Try it
Pictures excluded, please retype exactly the lines from the start of the data through the line that contains "solid #fff;border-radius:50%;background:#1a73e8;box-shadow:0 0", both ends kept, and nothing beyond them.

Materials provided
= Beginning of Section =
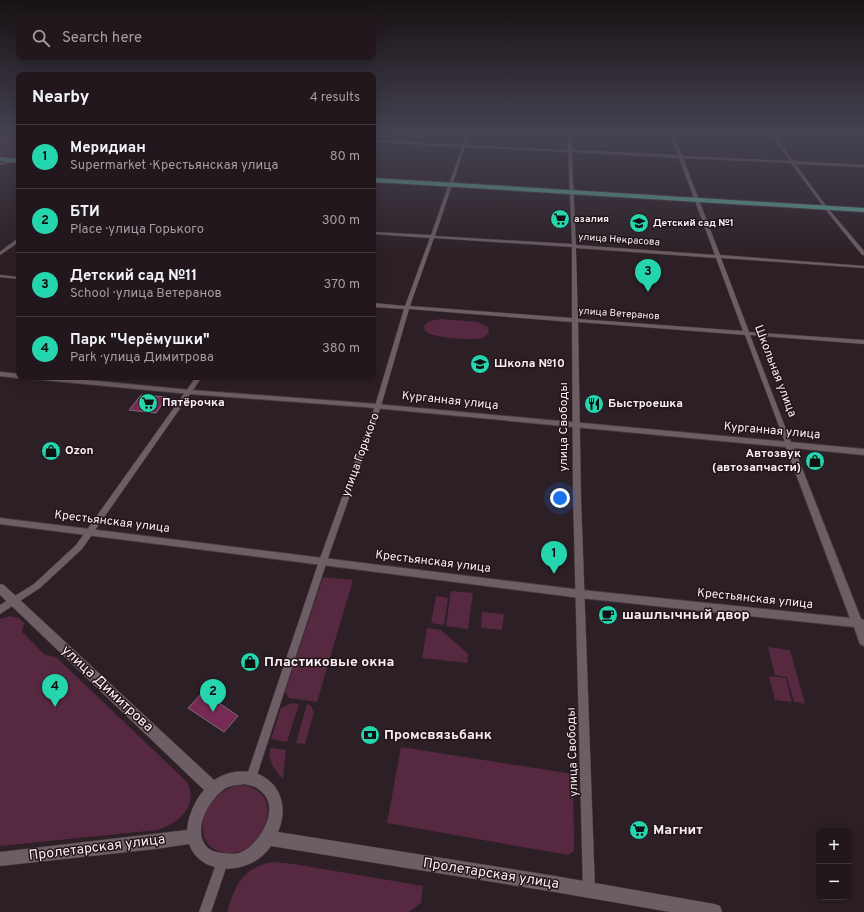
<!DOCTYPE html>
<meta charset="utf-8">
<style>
:root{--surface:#21171c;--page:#2d2429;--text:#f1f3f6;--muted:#a29fa3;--line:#3e363b;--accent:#24d5ae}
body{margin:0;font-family:Overpass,sans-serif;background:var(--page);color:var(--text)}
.controls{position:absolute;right:12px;bottom:12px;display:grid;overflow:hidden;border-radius:8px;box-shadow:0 4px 16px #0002}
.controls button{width:36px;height:36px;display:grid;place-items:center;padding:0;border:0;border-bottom:1px solid var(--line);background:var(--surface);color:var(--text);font:20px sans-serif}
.you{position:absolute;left:560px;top:498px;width:14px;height:14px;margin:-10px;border:3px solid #fff;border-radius:50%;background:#1a73e8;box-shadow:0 0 0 6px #1a73e833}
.badge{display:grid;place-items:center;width:26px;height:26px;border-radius:50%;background:var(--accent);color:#111;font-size:13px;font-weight:700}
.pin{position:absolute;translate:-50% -33px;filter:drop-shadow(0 1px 2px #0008)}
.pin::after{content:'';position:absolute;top:21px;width:14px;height:12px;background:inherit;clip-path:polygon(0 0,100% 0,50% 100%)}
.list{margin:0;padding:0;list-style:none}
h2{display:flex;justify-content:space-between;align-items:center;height:52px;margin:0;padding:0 16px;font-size:17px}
h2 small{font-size:13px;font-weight:400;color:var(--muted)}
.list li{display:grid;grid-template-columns:26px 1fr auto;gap:12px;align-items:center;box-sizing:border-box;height:64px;padding:0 16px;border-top:1px solid var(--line)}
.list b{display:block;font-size:15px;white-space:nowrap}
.list p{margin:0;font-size:13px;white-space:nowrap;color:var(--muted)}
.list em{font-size:13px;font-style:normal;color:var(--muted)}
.icon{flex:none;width:22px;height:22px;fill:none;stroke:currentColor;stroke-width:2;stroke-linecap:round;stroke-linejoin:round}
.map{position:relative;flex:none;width:864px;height:912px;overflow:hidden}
.search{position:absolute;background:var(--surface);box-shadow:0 4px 16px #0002;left:16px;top:16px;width:360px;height:44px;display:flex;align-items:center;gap:10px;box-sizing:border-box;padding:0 14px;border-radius:8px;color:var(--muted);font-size:15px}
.panel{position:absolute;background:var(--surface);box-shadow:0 4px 16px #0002;left:16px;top:72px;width:360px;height:308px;border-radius:8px}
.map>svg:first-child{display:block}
.green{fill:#562940}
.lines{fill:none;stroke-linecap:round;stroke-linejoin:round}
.stream{stroke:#5d113e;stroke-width:1.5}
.building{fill:#762a54;stroke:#7d6c74}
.minor-casing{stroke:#463b40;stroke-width:1}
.tertiary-casing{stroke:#463b40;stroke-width:2}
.secondary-casing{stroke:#463b40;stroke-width:1}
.primary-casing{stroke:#463b40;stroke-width:2}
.minor{fill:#6d5d64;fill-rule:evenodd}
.tertiary{fill:#6d5d64;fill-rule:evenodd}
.secondary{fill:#6d5d64;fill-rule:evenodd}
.primary{fill:#599e8e;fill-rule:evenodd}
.labels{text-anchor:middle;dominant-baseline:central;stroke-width:3;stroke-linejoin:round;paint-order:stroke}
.far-poi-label{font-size:10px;font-weight:bold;fill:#f8eef2;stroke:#22151b;text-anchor:start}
.far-street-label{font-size:10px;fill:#f8eef2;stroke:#22151b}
.poi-label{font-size:12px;font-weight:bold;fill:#f8eef2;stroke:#22151b;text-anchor:start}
.street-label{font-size:12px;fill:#f8eef2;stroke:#22151b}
.near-poi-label{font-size:14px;font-weight:bold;fill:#f8eef2;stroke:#22151b;text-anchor:start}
.near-street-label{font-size:14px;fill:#f8eef2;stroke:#22151b}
</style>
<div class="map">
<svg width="864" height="912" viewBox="0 0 864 912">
<rect width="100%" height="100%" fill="#2c1f25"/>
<!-- green -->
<path class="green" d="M0 132H19V158H1L9 155H0V153L4 151 0 149Z
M441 319 478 322 488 327 489 332C487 335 486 336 482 338 472 341 433 338 425 331L424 326 429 321Z
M323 577 353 580 317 702 289 698 285 692Z
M451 591 473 593 468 629 446 626Z
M436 596 448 598 444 625 431 623Z
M482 612 504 614 502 630 481 628Z
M9 616 19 618 24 623 22 632 45 655 56 657 187 782C199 806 179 823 158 830L0 846V619Z
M427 628 441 630 468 654 467 663 422 658Z
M768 647 790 650 805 704 794 702 787 677 775 675Z
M769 676 786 678 792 702 775 700Z
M292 703 299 704 287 742 271 739 281 708Z
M307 704 311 706 314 712 305 744 296 743Z
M401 747 573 774 574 851 568 855 387 823Z
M270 748 286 750 283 779C274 770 268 761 270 748Z
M240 785C294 789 259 868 218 851 195 842 201 811 216 797 223 790 231 787 240 785Z
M272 862 294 864 423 886 421 903 409 912H227C235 886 242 868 272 862Z"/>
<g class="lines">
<!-- stream -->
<path class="stream" d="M15 163 19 164"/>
</g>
<!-- building -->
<path class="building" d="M141 395 167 397 156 413 129 410Z
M203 692 238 716 224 732 188 708Z"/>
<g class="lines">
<!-- minor casing -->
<g class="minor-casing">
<path id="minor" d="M466 132H470L466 145 568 150 567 132H571L572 150 678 155 669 132H673L682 156 790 161 769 132H772L793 161 864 165V167L795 164 827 207 864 251V255H862L825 209 791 163 683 158 720 255 864 266V268L721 258 749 332 864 340V344L750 335 792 445 791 447H789L786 445 745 335 578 322 581 497 595 890 593 894 589 896 585 894 583 890 573 497 572 322 409 309 381 406 327 561 256 778 255 782 251 783 247 782 246 778 319 561 375 406 404 309 373 307V303L405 306 430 238 373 234V232L431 235 462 147 373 142V140L462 145ZM465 147 568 152 572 244 435 236ZM572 152 679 158 715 255 576 245ZM434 238 572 247V318L410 306ZM576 248 716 258 743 331 578 319Z
M0 138 7 141 8 142 6 143 0 140Z
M17 239H19V242L0 255V252Z
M0 275 19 277V279L0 277Z
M196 377H202L82 549 40 588 0 614V605L34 584 76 545Z
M222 856 226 858 228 862 211 912H199L218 858Z"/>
</g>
<!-- tertiary casing -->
<g class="tertiary-casing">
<path id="tertiary" d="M813 132 864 133V135L815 133Z
M0 372 19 374V377H22L19 378 0 376Z
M30 377H55L190 390 364 403 864 449V455L794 448 861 619 864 620V646L860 644 854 627 581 598 0 524V518L581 590 850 618 786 447 364 407 190 394 33 379Z"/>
</g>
<!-- secondary casing -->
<g class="secondary-casing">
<path id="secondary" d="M19 159V161L0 165V163Z
M0 584 4 585 214 780C254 755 297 787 278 832L555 876 714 904 720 906 722 912H670L555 892 271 846C253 874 202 879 189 844L155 849 0 866V852L187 830C188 816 195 800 204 790L0 595ZM244 784C248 785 255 786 258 789 282 804 263 839 245 850 238 855 230 854 222 853 214 852 208 850 204 843 194 825 211 797 226 788 232 785 238 785 244 784Z"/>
</g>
<!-- primary casing -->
<g class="primary-casing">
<path id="primary" d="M0 157 19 159V163L0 161Z
M373 178 864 208V212L373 182Z"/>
</g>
<!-- minor -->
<use href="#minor" class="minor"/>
<!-- tertiary -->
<use href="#tertiary" class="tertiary"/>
<!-- secondary -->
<use href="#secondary" class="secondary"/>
<!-- primary -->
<use href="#primary" class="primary"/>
</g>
<!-- sky -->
<linearGradient id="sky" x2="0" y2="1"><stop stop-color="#181114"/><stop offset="0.51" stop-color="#454251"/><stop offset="1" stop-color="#454251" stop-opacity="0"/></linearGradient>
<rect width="864" height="260" fill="url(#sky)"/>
<!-- icons -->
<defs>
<g id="supermarket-disc" transform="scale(1)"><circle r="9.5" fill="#24d5ae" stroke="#22151b"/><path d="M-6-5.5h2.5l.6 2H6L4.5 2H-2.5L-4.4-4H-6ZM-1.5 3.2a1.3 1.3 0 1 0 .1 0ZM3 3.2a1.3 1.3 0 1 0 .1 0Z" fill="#111"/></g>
<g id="school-disc" transform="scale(1)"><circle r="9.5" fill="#24d5ae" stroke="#22151b"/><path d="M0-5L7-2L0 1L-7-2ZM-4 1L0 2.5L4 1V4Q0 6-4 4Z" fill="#111"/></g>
<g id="restaurant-disc" transform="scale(1)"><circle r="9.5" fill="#24d5ae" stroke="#22151b"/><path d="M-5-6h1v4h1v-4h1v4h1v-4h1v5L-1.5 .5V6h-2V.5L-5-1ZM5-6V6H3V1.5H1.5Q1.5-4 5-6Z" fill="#111"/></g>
<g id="shop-disc" transform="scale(1)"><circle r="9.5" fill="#24d5ae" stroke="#22151b"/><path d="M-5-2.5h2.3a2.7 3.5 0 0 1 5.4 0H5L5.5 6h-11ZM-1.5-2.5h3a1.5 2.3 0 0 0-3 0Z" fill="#111"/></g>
<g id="cafe-disc" transform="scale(1)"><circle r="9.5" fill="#24d5ae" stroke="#22151b"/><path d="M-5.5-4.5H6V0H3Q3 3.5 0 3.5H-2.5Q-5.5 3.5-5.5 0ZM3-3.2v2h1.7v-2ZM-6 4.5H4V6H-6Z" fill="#111"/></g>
<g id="bank-disc" transform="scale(1)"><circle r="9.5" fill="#24d5ae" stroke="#22151b"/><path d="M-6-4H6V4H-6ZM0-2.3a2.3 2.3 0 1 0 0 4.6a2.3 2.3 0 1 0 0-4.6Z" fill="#111"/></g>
</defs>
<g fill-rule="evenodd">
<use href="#supermarket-disc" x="560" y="219"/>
<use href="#school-disc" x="639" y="223"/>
<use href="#school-disc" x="480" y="364"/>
<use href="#supermarket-disc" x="148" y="403"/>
<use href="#restaurant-disc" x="594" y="404"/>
<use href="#shop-disc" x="51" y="451"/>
<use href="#shop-disc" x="815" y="461"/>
<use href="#cafe-disc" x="608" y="615"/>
<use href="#shop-disc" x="250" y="662"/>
<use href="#bank-disc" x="370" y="735"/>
<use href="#supermarket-disc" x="639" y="830"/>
</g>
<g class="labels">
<!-- far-poi labels -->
<g class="far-poi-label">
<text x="574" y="219">азалия</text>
<text x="653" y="223">Детский сад №1</text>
</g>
<!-- far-street labels -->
<g class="far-street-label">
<text transform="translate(619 240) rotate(4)">улица Некрасова</text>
<text transform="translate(619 314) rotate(4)">улица Ветеранов</text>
</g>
<!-- poi labels -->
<g class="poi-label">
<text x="494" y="364">Школа №10</text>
<text x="162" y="403">Пятёрочка</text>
<text x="608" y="404">Быстроешка</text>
<text x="65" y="451">Ozon</text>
<text x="801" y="454" text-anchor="end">Автозвук<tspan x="801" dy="14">(автозапчасти)</tspan></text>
</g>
<!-- street labels -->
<g class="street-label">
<text transform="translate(775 371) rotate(69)">Школьная улица</text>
<text transform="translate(450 401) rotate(6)">Курганная улица</text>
<text transform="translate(564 427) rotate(-90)">улица Свободы</text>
<text transform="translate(772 431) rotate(5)">Курганная улица</text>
<text transform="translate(361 455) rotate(-70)">улица Горького</text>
<text transform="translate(112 522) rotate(7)">Крестьянская улица</text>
<text transform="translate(433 562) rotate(7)">Крестьянская улица</text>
<text transform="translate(755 599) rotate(6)">Крестьянская улица</text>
<text transform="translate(573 752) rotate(-92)">улица Свободы</text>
</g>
<!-- near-poi labels -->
<g class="near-poi-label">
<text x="622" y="615">шашлычный двор</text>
<text x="264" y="662">Пластиковые окна</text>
<text x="384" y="735">Промсвязьбанк</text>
<text x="653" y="830">Магнит</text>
</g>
<!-- near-street labels -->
<g class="near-street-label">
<text transform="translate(107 689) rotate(43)">улица Димитрова</text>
<text transform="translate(97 848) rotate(-7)">Пролетарская улица</text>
<text transform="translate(491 874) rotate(9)">Пролетарская улица</text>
</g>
</g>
</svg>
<div class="controls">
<button>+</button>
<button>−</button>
</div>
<div class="you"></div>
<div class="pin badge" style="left:554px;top:574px">1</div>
<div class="pin badge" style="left:213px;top:712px">2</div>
<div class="pin badge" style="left:648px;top:292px">3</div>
<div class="pin badge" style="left:55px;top:707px">4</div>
<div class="search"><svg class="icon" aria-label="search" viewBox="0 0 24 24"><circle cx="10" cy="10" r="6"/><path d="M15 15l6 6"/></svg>Search here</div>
<section class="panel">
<h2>Nearby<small>4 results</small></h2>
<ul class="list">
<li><span class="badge">1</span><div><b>Меридиан</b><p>Supermarket · Крестьянская улица</p></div><em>80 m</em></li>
<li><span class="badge">2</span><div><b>БТИ</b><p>Place · улица Горького</p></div><em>300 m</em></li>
<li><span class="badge">3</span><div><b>Детский сад №11</b><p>School · улица Ветеранов</p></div><em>370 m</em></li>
<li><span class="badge">4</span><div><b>Парк &quot;Черёмушки&quot;</b><p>Park · улица Димитрова</p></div><em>380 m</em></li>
</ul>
</section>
</div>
= End of Section =
Expected answer
<!DOCTYPE html>
<meta charset="utf-8">
<style>
:root{--surface:#21171c;--page:#2d2429;--text:#f1f3f6;--muted:#a29fa3;--line:#3e363b;--accent:#24d5ae}
body{margin:0;font-family:Overpass,sans-serif;background:var(--page);color:var(--text)}
.controls{position:absolute;right:12px;bottom:12px;display:grid;overflow:hidden;border-radius:8px;box-shadow:0 4px 16px #0002}
.controls button{width:36px;height:36px;display:grid;place-items:center;padding:0;border:0;border-bottom:1px solid var(--line);background:var(--surface);color:var(--text);font:20px sans-serif}
.you{position:absolute;left:560px;top:498px;width:14px;height:14px;margin:-10px;border:3px solid #fff;border-radius:50%;background:#1a73e8;box-shadow:0 0 0 6px #1a73e833}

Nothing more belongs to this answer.